Fritz, George’s brother, said he doesn’t know if it was directly because of the three years George was in prison.
George met a woman named Debbie, and Fritz said they were happy together. They got engaged, and even visited the Lewis family down in Mississippi. George started working for a recycling plant. And then in the mid-1990s, just a few years after his release, his life changed again.
“Something happened to him up there after that, I don’t know if he was still having flashes or flashbacks or something about his prison time,” Fritz said. “But he was doing good on the job, but don’t nobody exactly know what happened to him.”
George was at a party with some friends and left to go get more drinks, Fritz said.
“He don’t really know what happened and to this day he haven’t ever really got himself back straight,” George’s brother recalled. “They found him wandering the streets there in St. Paul, Minnesota. Didn’t know what automobile it was he was driving or anything. And after that, you know, I guess what you say, it was just history for him.”
That was the beginning of George’s life with dementia. He was only in his 30s.
“I don’t know how you develop it, but he start having it,” Fritz said.
Debbie cared for George until she couldn’t anymore. Her health was slipping, too. She put him in a personal care home, and then she later passed away.
In 2012, Fritz and Johnnie Mae drove to Minnesota to come get George and take him home. He would have been in his early 50s by then. Fritz said if they hadn’t done it, he would have become a ward of the state.
Fritz said George still knows who he is, and he knows who Fritz and Johnnie Mae are. Fritz doesn’t necessarily think George’s prison time caused his dementia, but he thinks it has something to do with it coming on so early in his life.
“All he knows now, and this is the reason why I say that,” Fritz said. “His biggest conversation is, ‘I’m a good boy, I’m a good boy.’ He can’t really just come out with an actual conversation until whatever it is, turn him loose for a little while, and then he’ll start asking like, what the day is. You know, it’s just like when you hear about somebody that’s been abused. Just about anybody could get to talking to him and that’s all he’ll know to say, ‘I’m a good boy.’”
There is some research that may back up Fritz’s theory that George’s wrongful conviction is connected to his condition. Several studies suggest a link between post-traumatic stress and dementia. Doctors who study the topic say more research is needed to show direct causation.

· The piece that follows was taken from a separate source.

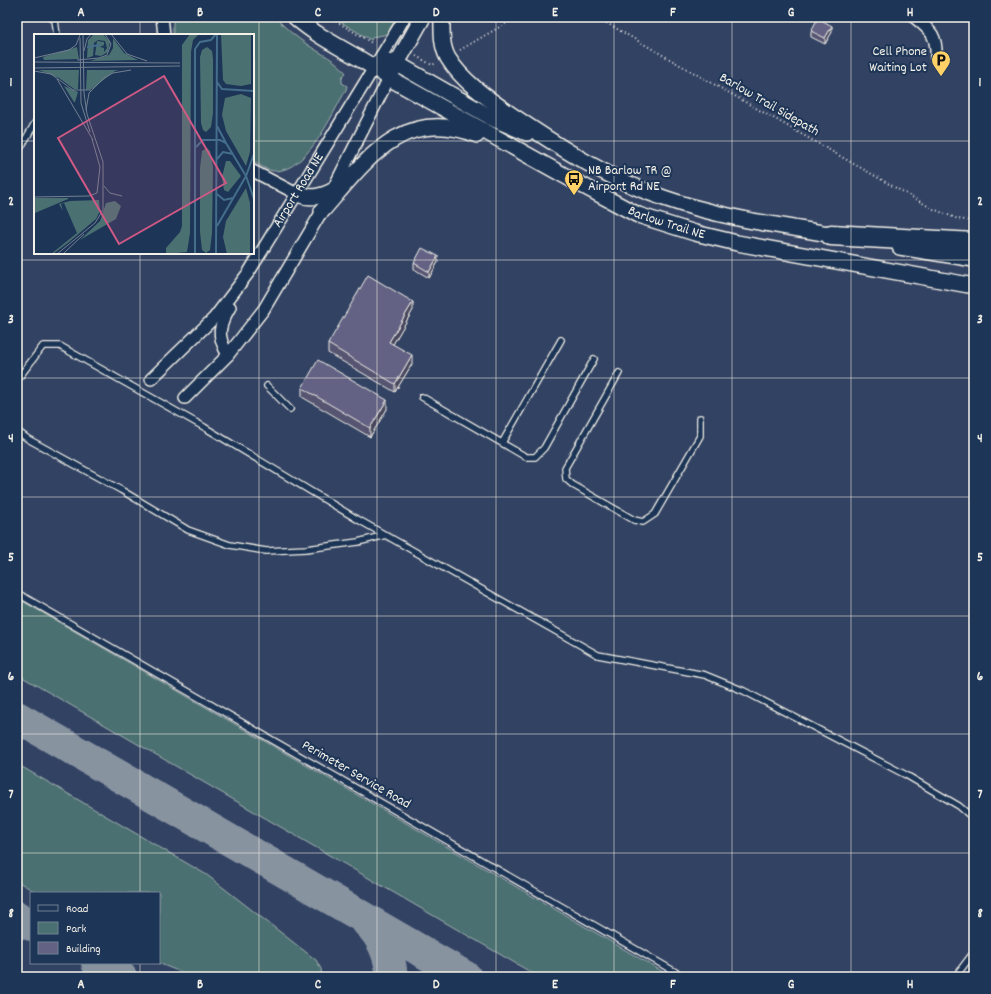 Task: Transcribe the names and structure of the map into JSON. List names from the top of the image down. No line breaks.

Both Fritz and Johnnie Mae still have questions about one more aspect of George’s release. They said when he was freed, he was asked to sign an agreement saying he wouldn’t sue. Fritz said no one in the family even wanted to sue, but the idea that they put the stipulation in there bothers him.
Many of the files in the case have been destroyed, and Hennepin County Attorney Mike Freeman declined an interview request for this story. He was not in office when George was convicted, but he was the county attorney when George was released in 1991.

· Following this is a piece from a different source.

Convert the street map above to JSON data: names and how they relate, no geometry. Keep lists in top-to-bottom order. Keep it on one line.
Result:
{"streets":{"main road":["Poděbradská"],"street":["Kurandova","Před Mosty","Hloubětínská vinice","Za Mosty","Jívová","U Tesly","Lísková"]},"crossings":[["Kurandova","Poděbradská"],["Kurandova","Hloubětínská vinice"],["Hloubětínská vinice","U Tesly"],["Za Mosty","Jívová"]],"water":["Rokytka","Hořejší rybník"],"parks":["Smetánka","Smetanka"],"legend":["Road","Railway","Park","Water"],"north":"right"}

Julie Jonas with the Great North Innocence Project said the state can indeed ask a person to sign something agreeing not to sue even if their conviction is thrown out. In fact, she’s seen it in other Innocence Project cases. She hasn’t seen it in Minnesota, but she said she would not be surprised if it happened.
“I don't have no paperwork to prove it, but it’s just word of mouth from me like it was word of mouth given to me,” Fritz said.
There’s one other thing that doesn’t sit well with Fritz. If it wasn’t George and Lovell who committed the rape, then they never caught the people who did.
“They got away scotch free, as they say,” Fritz said.